Assigned task:
Determine how many lines in the entries contain the word "place", and give that number with no other text.

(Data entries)
---

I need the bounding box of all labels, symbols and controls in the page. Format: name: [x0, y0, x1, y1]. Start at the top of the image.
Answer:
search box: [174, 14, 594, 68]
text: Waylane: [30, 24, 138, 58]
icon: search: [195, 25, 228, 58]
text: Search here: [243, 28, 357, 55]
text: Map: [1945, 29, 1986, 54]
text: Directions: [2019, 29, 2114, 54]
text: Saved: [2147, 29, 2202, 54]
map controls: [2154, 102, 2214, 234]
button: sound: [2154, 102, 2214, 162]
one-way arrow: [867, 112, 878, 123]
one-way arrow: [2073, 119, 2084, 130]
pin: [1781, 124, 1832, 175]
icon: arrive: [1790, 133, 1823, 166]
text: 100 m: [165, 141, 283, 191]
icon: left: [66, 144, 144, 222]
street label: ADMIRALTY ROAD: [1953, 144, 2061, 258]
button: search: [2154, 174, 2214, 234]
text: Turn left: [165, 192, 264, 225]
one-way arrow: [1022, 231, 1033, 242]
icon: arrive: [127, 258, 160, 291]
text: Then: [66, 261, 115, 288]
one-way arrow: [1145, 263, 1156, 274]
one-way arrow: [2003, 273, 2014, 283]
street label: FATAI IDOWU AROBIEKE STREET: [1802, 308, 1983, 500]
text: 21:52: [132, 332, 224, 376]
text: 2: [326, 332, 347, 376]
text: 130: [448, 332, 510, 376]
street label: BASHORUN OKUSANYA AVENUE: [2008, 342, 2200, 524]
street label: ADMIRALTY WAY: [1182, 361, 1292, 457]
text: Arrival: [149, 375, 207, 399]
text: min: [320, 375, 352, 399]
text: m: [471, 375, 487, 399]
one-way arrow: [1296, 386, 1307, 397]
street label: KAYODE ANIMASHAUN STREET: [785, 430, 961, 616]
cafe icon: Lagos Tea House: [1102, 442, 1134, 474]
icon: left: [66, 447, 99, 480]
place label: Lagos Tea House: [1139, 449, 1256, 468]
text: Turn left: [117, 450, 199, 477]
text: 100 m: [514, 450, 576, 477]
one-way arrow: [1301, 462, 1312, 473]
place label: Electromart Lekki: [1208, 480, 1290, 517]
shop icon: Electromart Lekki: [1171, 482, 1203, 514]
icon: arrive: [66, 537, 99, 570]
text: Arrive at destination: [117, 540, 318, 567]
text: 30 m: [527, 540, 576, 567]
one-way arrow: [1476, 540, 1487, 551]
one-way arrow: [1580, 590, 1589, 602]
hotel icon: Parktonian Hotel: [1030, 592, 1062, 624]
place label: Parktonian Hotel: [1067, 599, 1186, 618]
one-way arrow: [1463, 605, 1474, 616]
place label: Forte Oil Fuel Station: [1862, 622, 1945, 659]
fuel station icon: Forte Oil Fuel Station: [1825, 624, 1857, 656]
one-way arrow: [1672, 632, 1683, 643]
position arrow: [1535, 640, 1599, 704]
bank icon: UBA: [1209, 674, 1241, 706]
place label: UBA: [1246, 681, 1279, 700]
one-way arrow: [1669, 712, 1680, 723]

---

Solved problem:
5